**WHAT YOU SHOULD DO**
Only lines holding "labels" are needed; copy each of them from the data below.

**SOURCE INFORMATION**
--------

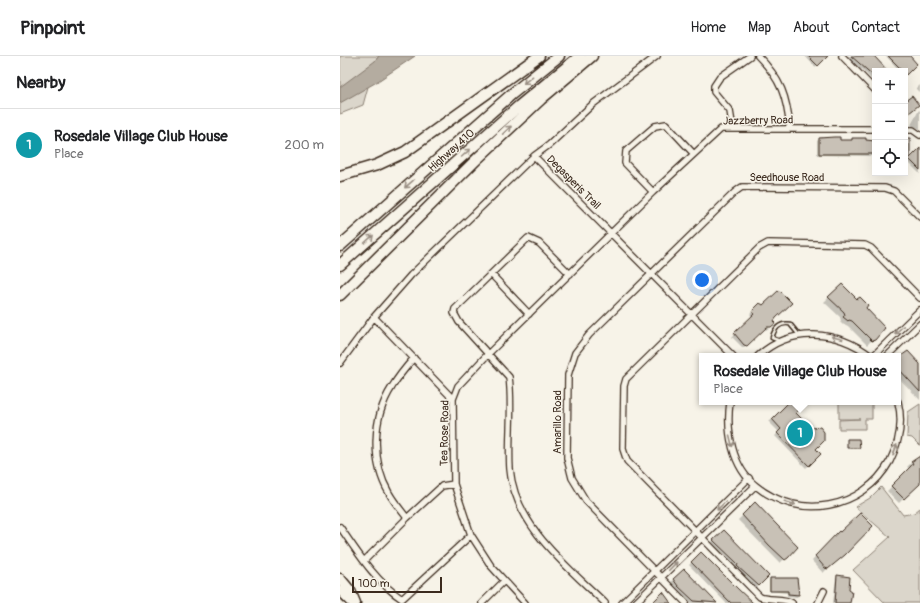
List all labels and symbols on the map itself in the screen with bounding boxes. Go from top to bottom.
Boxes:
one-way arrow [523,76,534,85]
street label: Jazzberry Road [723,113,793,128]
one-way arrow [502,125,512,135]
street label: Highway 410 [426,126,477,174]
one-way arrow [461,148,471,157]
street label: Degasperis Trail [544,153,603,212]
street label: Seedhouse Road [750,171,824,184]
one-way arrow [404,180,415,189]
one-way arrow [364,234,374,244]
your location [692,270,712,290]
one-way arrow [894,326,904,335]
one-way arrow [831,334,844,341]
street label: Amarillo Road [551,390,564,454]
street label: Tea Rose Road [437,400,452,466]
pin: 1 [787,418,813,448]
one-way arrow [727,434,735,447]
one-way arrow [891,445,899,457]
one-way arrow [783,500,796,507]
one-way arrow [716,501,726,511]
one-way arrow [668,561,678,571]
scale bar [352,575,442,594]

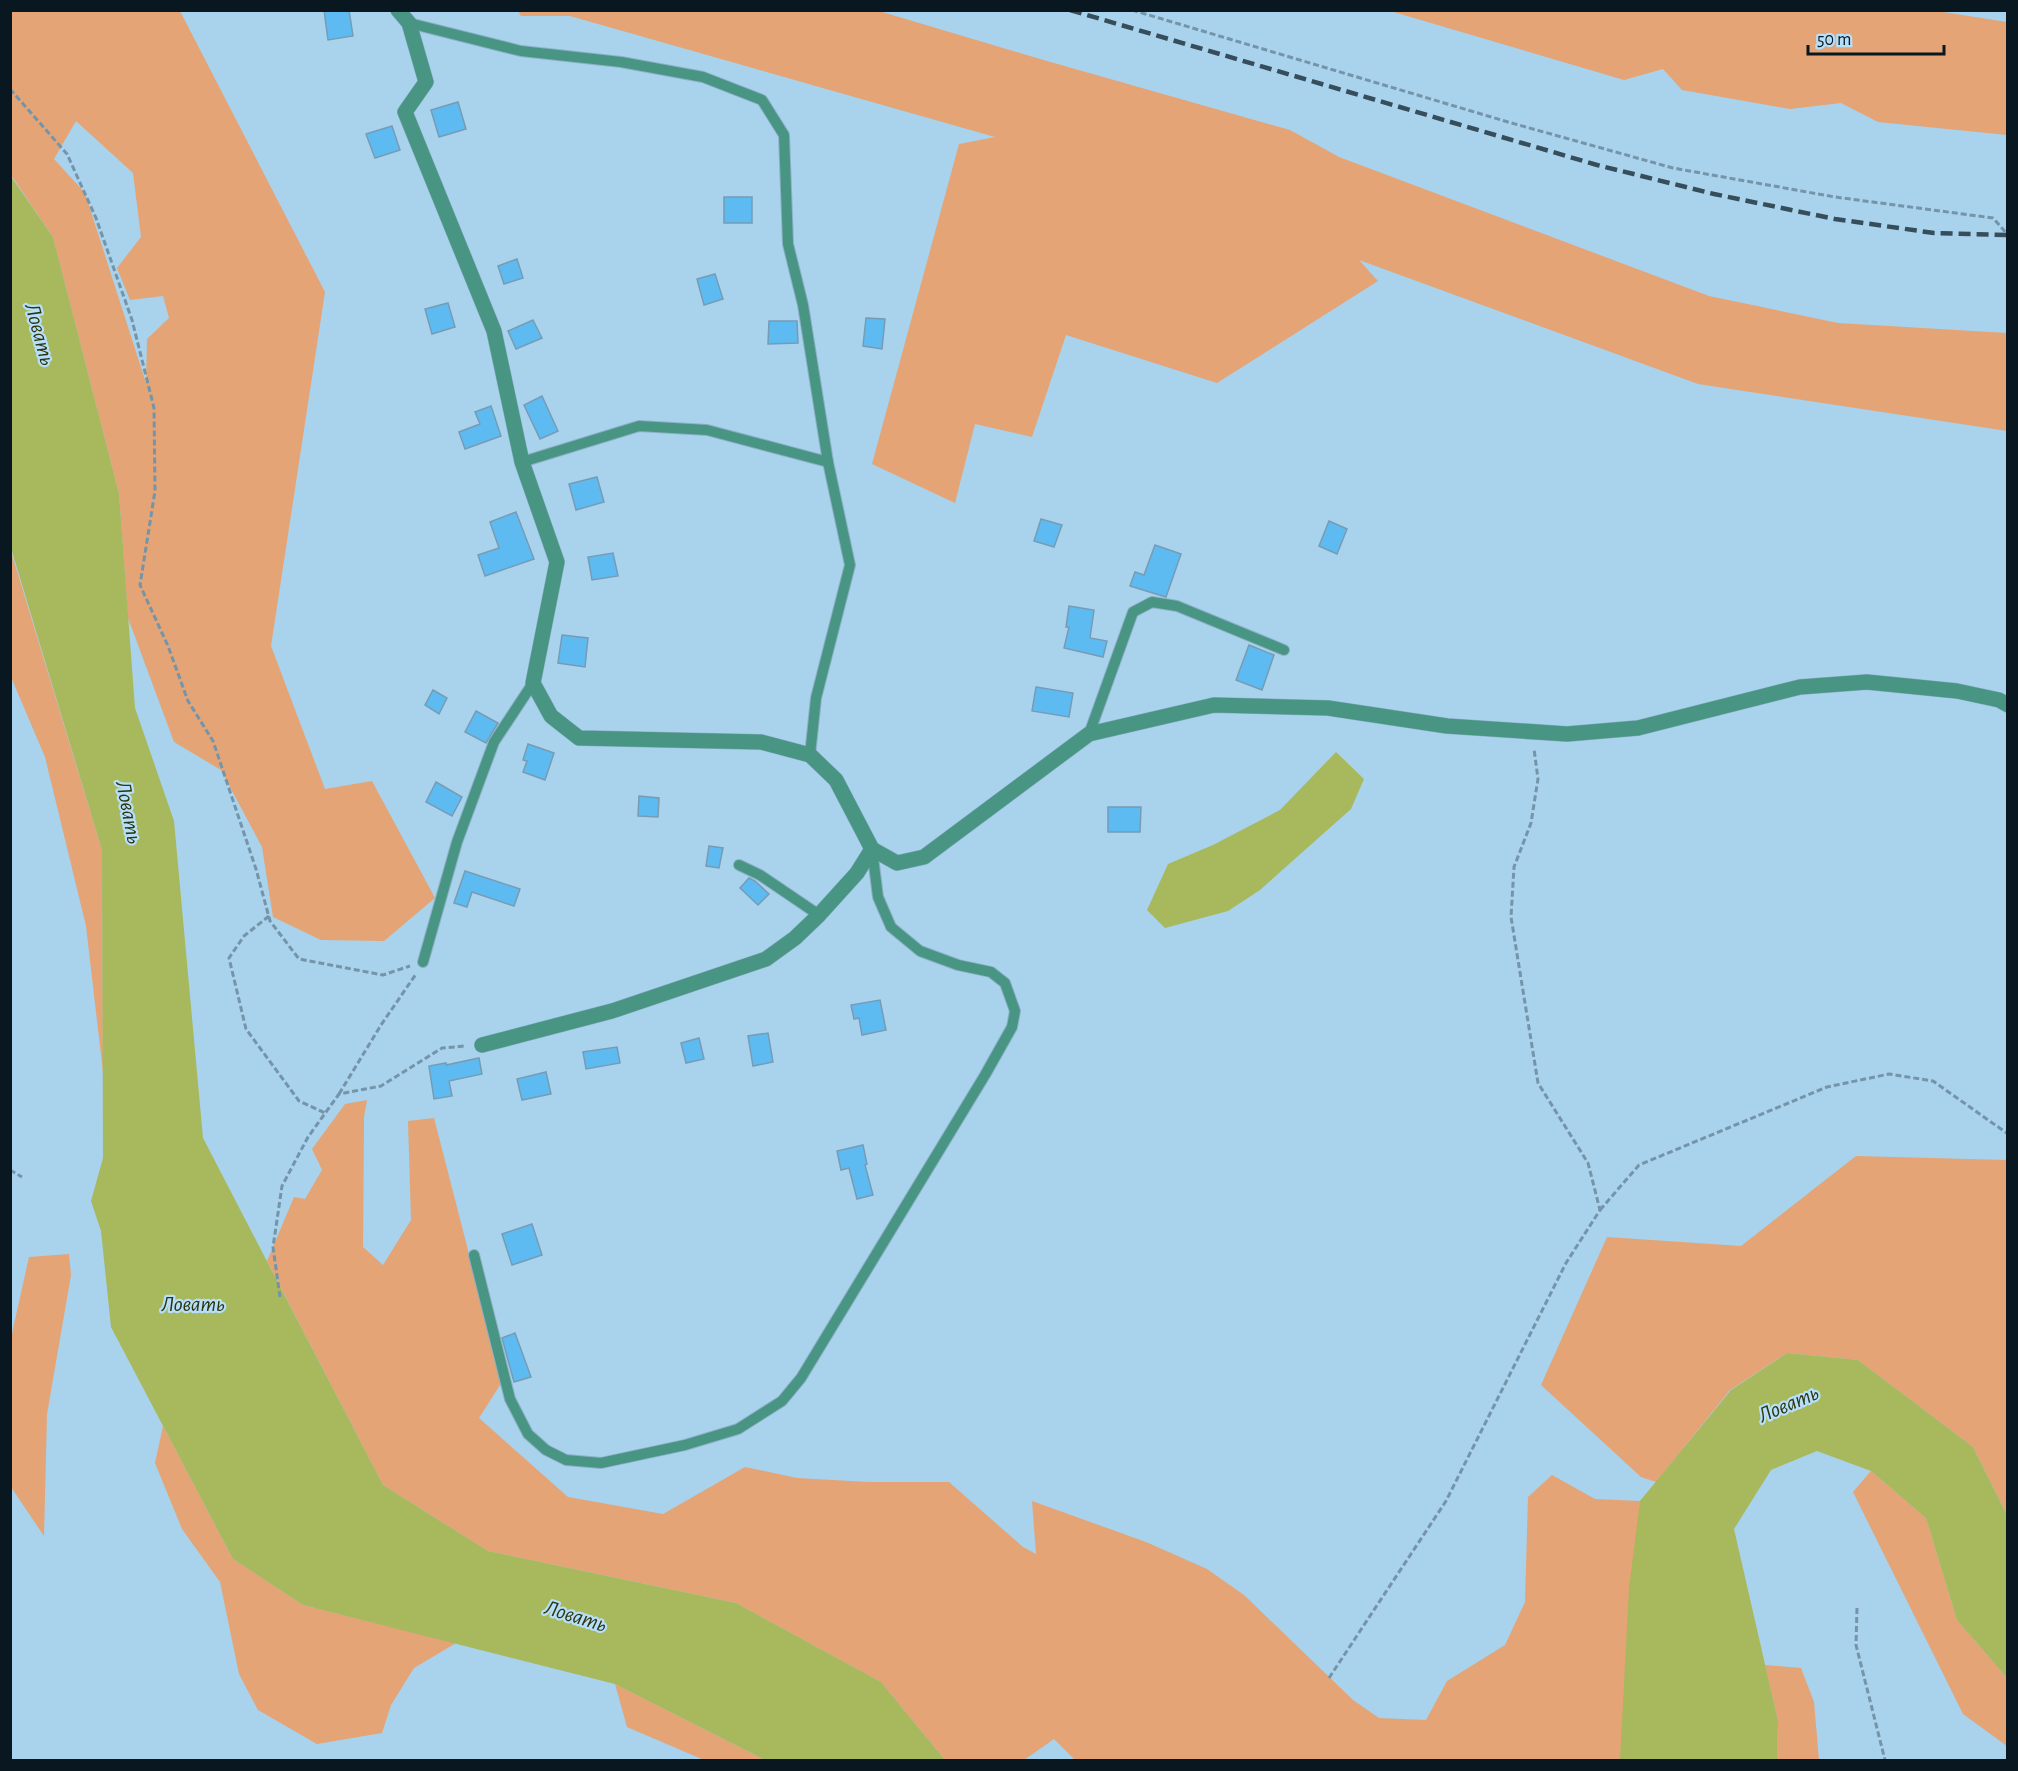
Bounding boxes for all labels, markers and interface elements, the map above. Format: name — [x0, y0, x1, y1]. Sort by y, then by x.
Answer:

--------

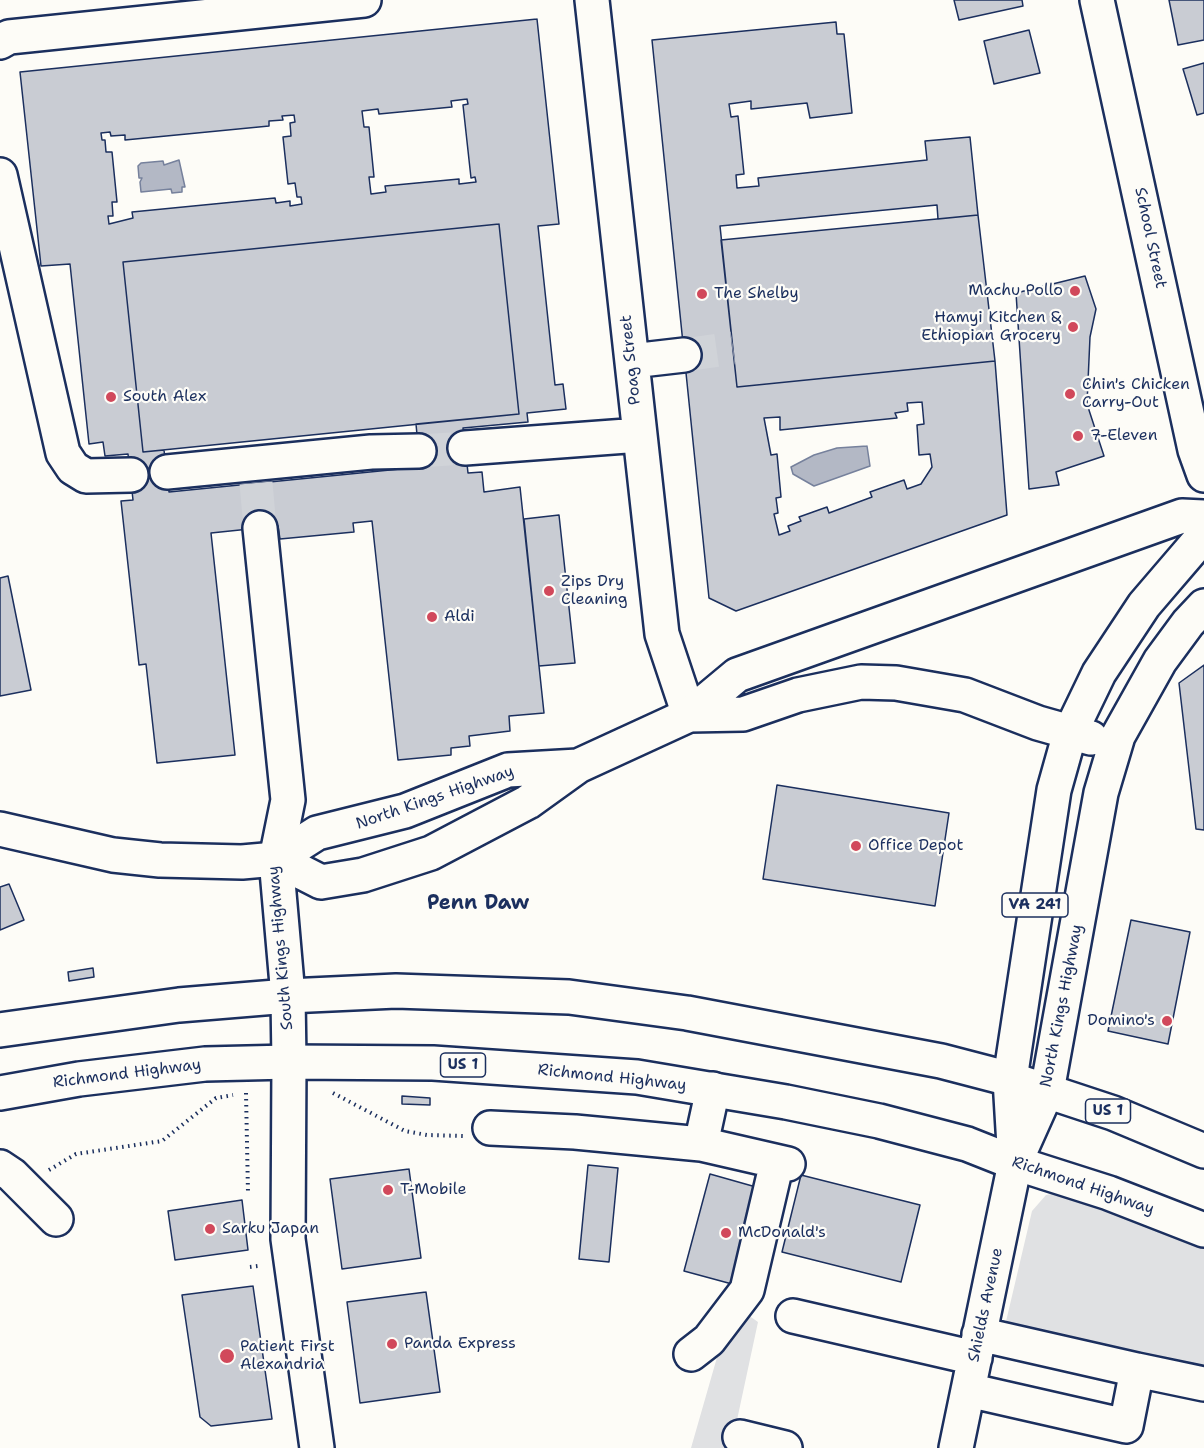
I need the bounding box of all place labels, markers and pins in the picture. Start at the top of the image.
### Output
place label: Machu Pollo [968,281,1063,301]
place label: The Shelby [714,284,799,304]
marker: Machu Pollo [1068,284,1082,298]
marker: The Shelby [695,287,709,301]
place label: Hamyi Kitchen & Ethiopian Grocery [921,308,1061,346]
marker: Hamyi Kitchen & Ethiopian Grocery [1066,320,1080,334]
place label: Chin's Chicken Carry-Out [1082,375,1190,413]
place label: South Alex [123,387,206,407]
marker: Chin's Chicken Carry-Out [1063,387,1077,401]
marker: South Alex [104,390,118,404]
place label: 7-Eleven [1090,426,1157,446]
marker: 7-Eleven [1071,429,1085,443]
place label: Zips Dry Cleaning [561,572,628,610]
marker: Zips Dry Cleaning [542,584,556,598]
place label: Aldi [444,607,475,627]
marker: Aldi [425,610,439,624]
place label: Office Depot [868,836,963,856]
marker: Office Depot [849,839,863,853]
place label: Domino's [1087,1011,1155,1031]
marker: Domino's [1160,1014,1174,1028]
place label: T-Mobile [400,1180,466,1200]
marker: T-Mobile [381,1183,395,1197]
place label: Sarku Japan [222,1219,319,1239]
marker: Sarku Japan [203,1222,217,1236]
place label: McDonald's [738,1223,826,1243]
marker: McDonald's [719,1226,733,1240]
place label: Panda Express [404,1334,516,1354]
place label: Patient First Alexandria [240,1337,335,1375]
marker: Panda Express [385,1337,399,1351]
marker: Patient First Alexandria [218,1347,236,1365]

--------

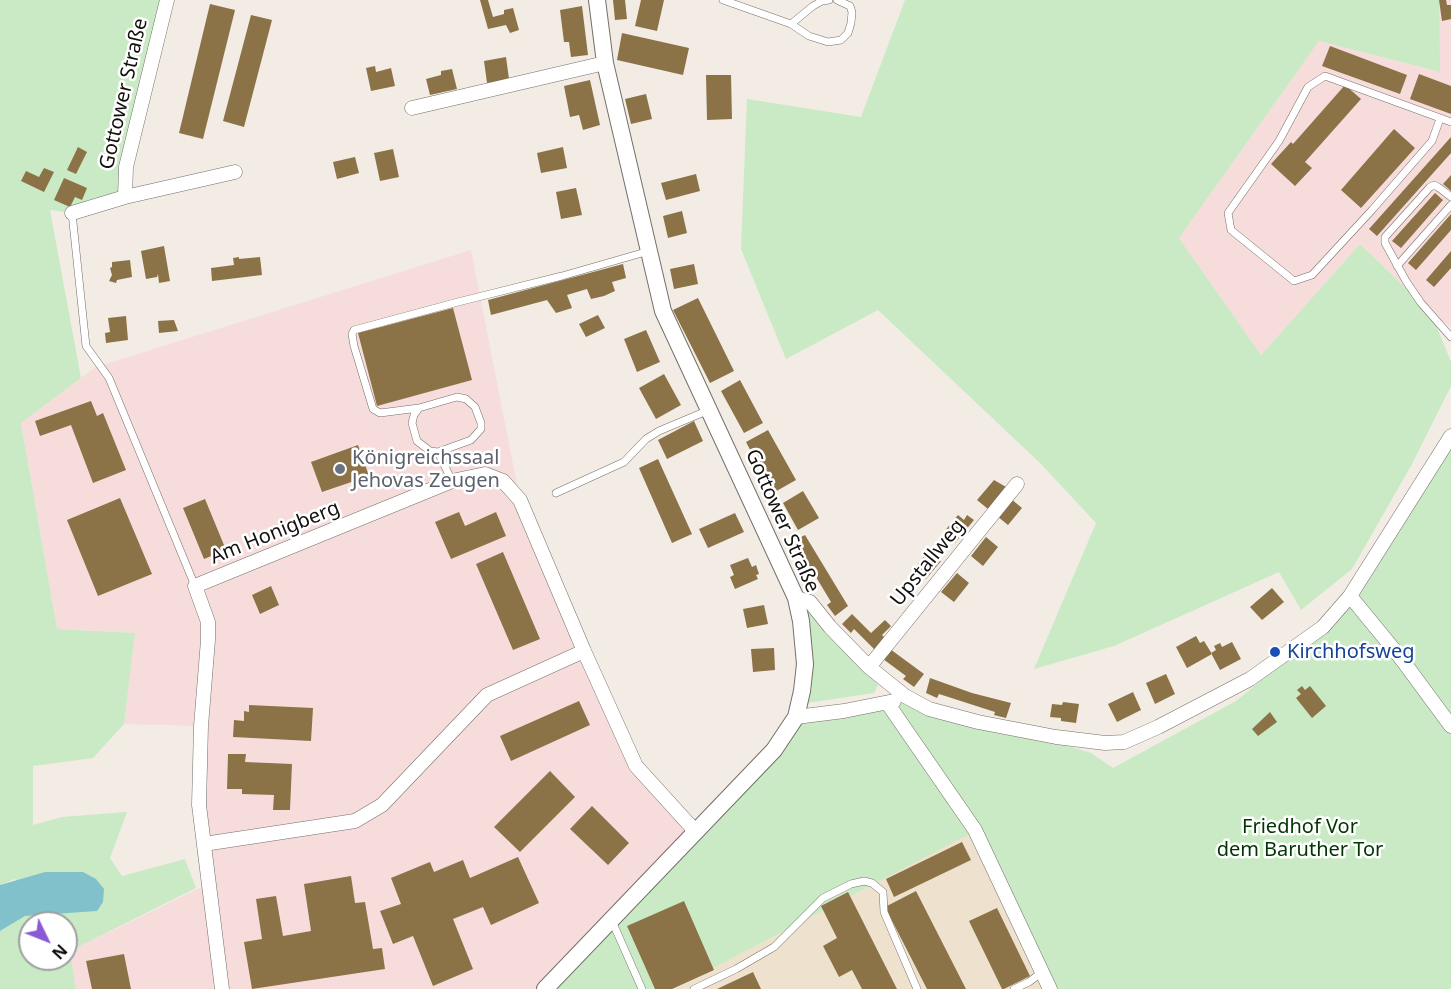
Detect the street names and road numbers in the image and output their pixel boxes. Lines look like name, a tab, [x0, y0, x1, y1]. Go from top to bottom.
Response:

--------

**WRITTEN ANSWER**
List all labels and symbols on the map itself in the screen with bounding boxes. Go from top to bottom.
Bounding boxes for all labels, markers and interface elements, the map above. Format: name — [x0, y0, x1, y1]. Sort by y, then by x.
I need the bounding box of all place labels, markers and pins in the picture. Start at the top of the image.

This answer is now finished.